- INSTRUCTIONS TO FOLLOW
What lines of the data hold the string "like"? Copy them all.

- LISTED ENTRIES
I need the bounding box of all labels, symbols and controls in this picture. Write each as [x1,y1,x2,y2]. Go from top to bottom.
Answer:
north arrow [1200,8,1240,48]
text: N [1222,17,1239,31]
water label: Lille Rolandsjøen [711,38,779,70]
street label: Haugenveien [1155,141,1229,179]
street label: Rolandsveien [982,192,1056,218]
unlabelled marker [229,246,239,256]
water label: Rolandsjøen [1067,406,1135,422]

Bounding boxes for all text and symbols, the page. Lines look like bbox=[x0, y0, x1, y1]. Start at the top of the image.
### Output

--

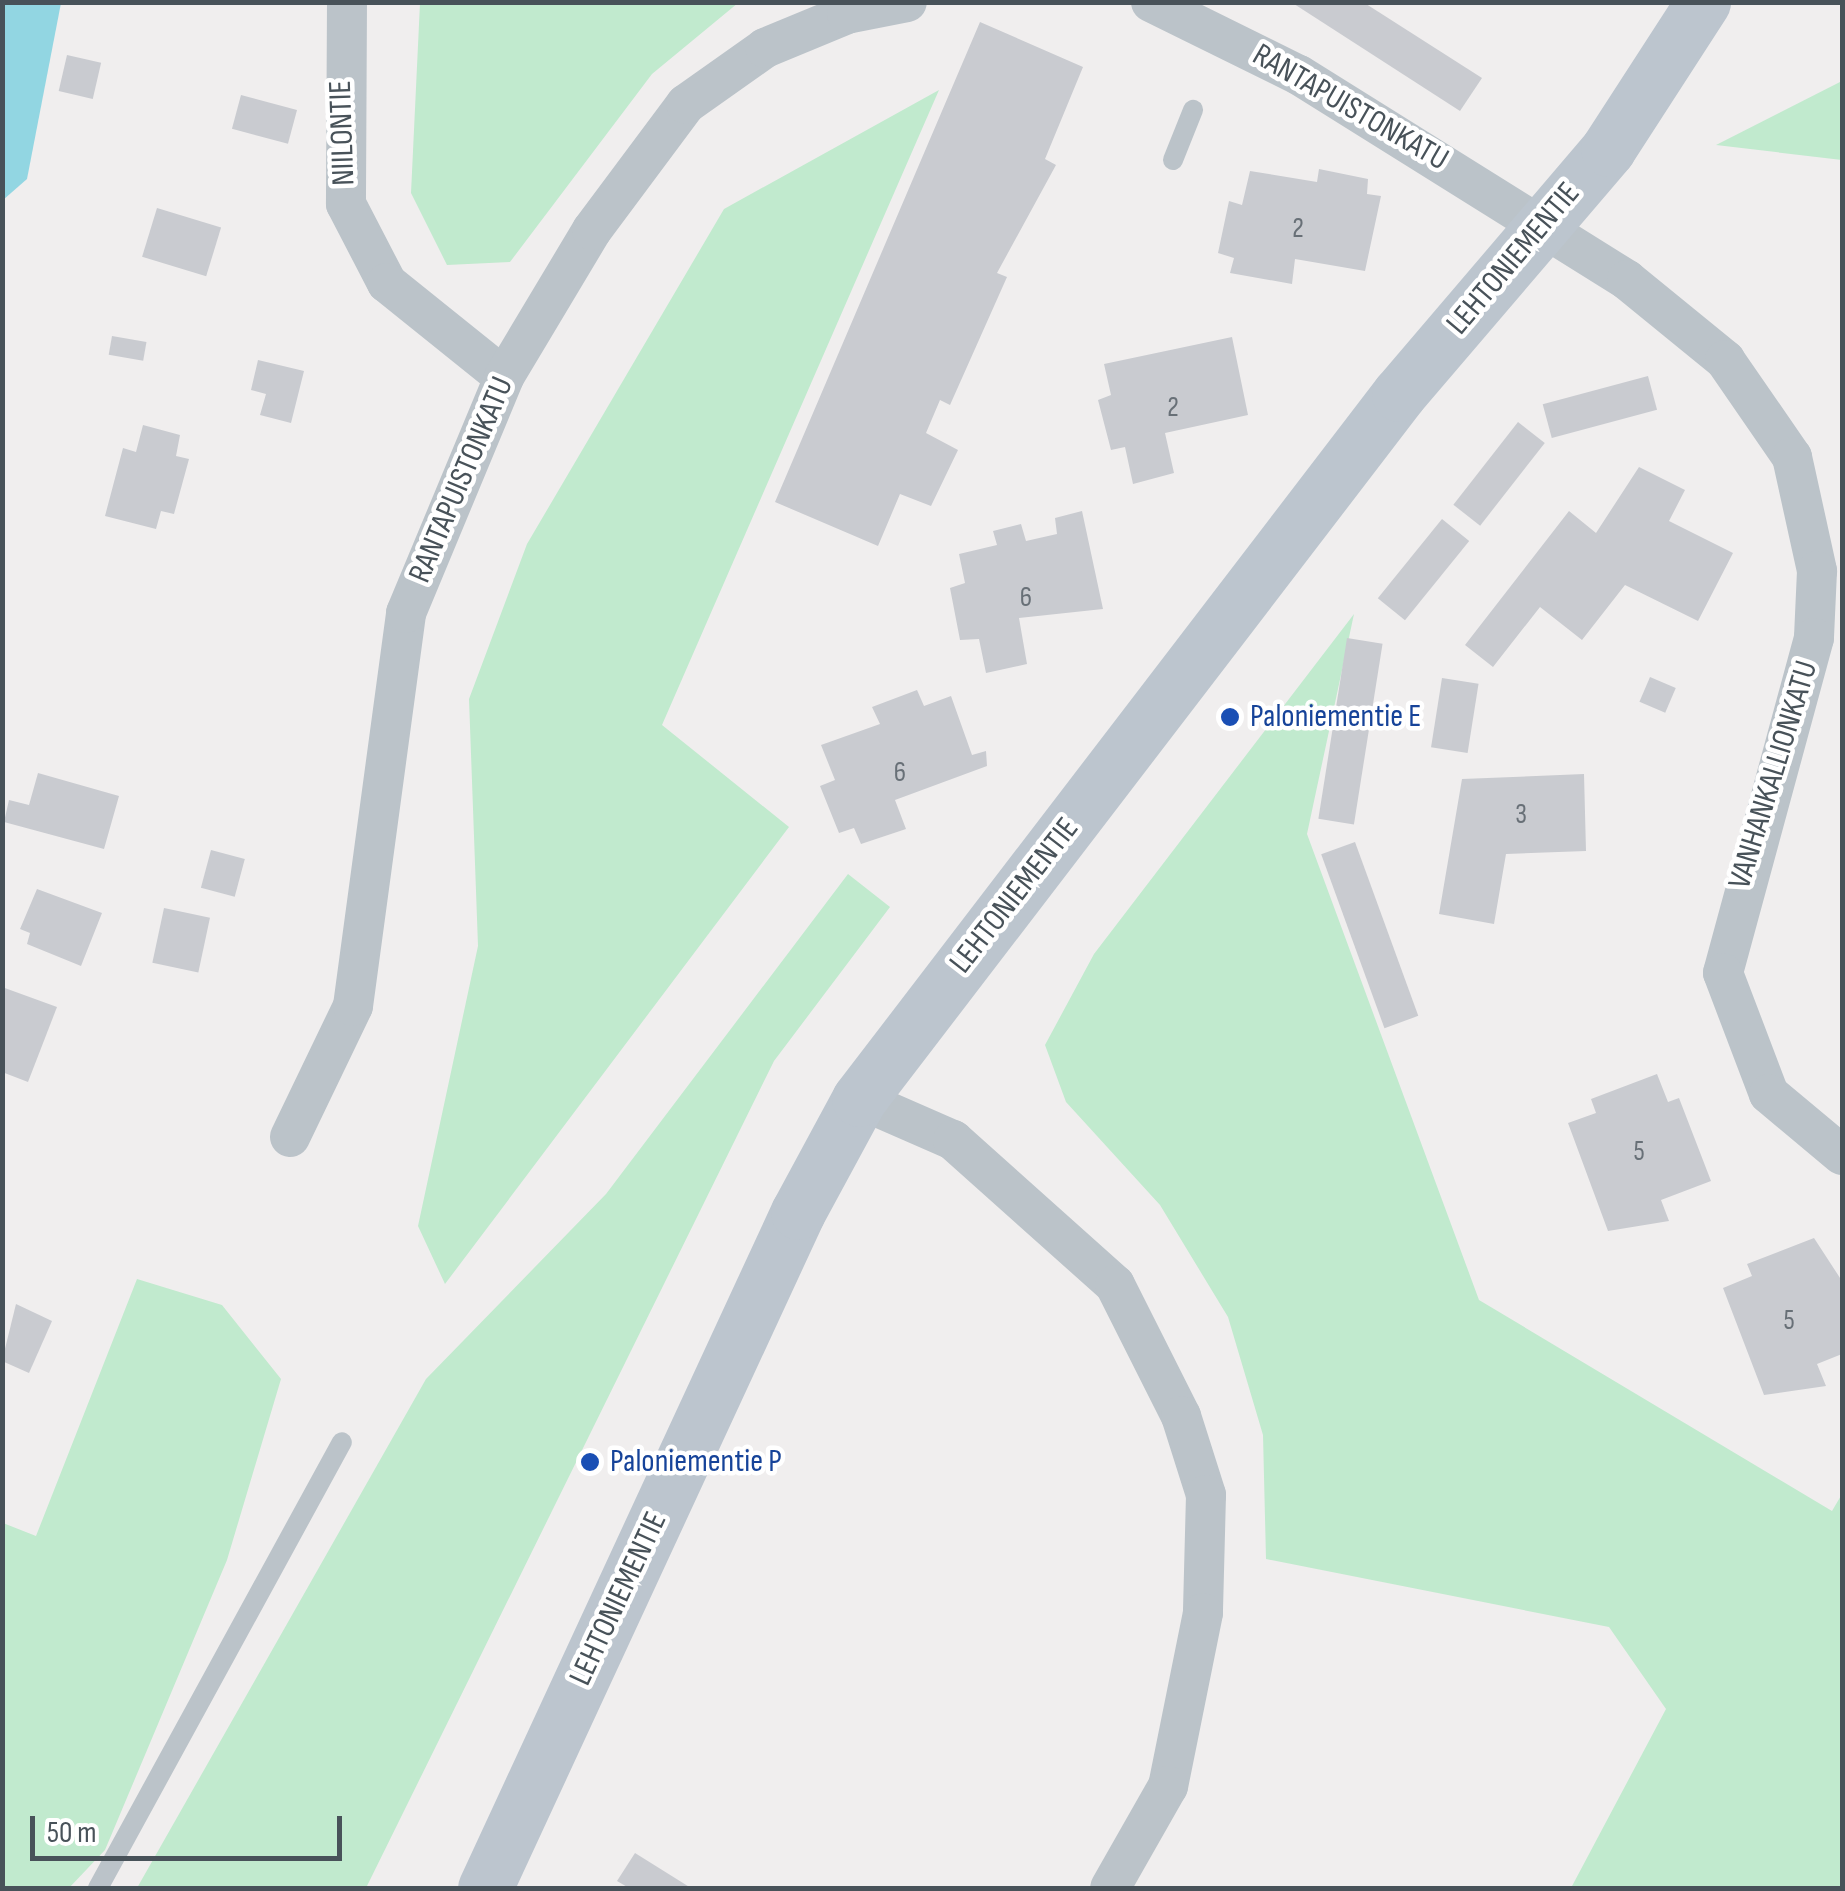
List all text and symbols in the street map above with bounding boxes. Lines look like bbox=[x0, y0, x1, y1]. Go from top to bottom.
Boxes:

--

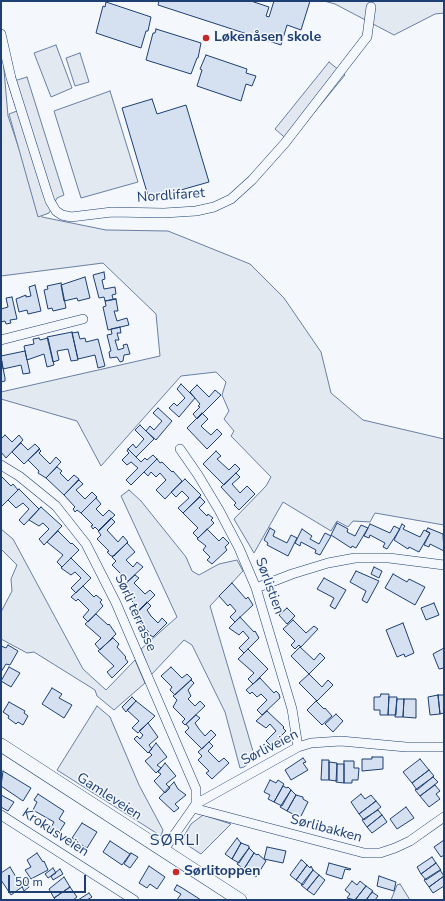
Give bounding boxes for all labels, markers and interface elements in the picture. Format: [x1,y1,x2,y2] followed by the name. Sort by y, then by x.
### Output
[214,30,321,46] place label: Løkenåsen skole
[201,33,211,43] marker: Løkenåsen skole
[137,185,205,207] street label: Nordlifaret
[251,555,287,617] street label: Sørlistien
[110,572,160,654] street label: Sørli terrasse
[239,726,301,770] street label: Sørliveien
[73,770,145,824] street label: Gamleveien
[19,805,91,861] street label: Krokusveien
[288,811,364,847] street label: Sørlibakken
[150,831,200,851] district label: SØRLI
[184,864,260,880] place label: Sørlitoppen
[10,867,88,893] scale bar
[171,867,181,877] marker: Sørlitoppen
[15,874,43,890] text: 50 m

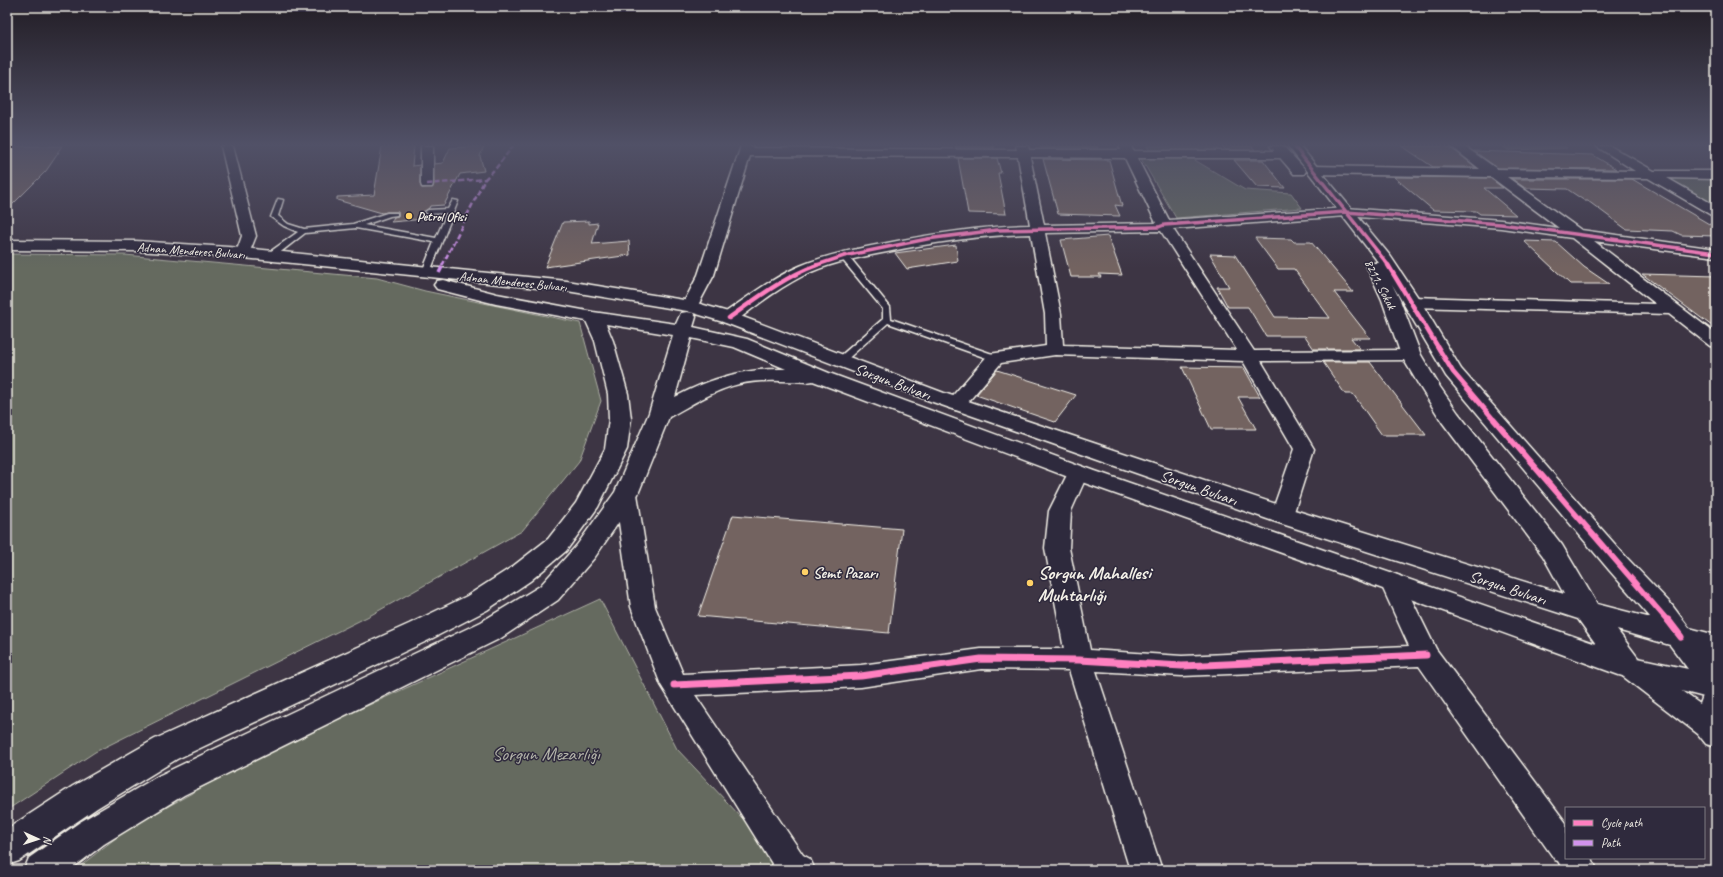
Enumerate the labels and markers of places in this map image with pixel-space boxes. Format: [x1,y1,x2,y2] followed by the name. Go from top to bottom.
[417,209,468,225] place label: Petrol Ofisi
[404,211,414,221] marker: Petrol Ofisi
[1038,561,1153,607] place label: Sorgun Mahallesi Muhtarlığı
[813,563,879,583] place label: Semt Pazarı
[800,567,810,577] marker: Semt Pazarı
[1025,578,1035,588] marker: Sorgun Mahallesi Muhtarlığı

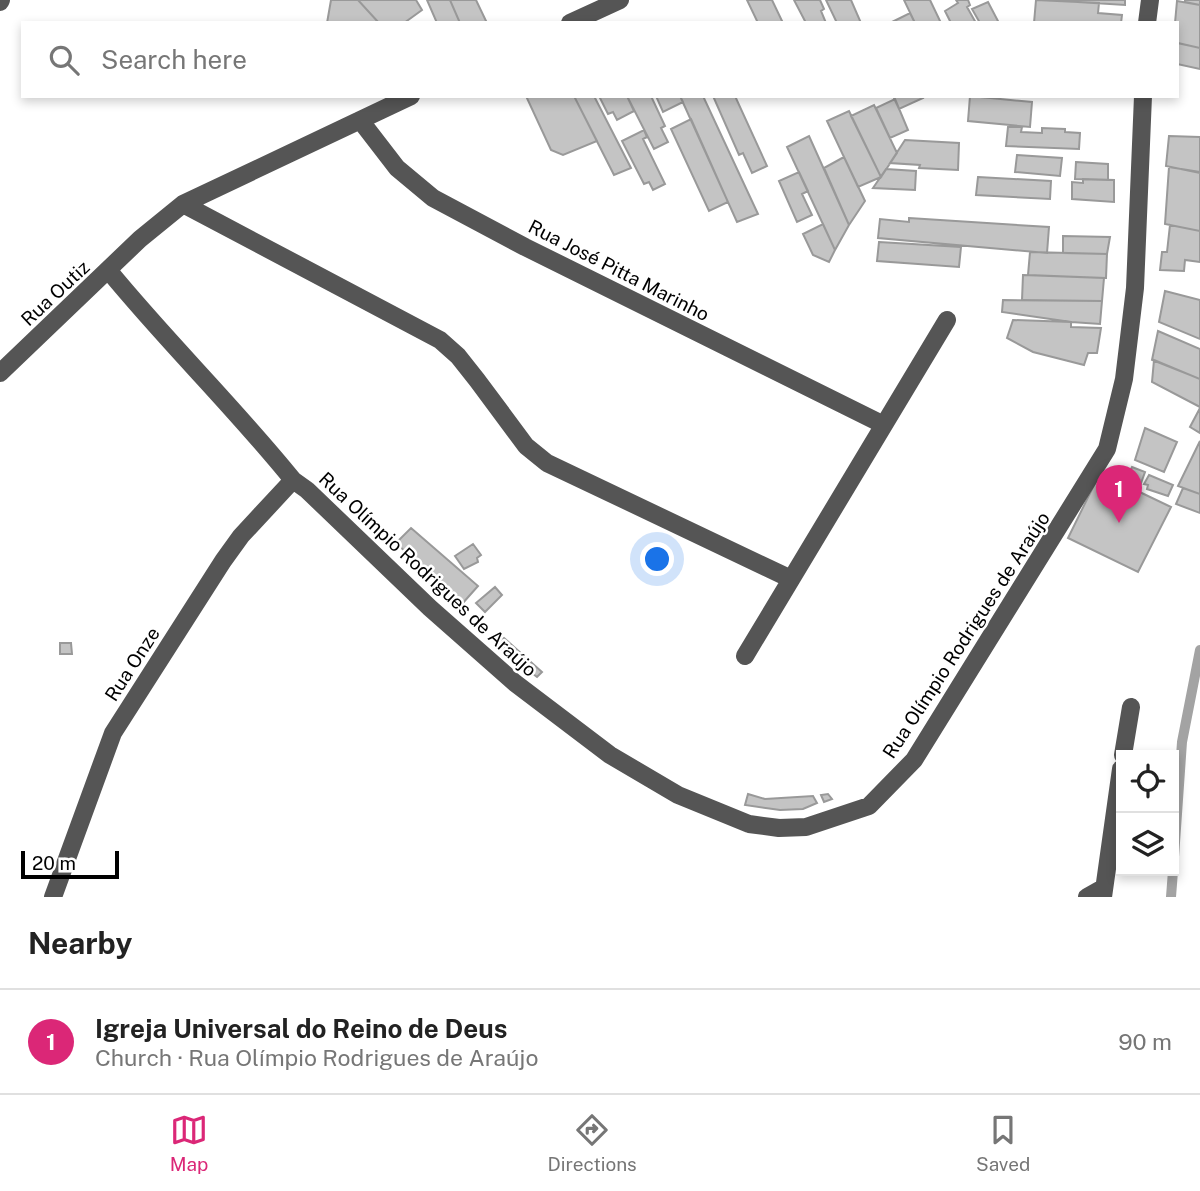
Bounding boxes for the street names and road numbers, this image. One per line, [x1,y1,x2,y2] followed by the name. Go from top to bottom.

- TASK ANSWER
Bounding boxes for all text and symbols, the page. Lines look like bbox=[x0, y0, x1, y1]. Start at the top of the image.
List all text and symbols in the street map above with bounding boxes. Lines look like bbox=[x0, y0, x1, y1]. Go from top to bottom.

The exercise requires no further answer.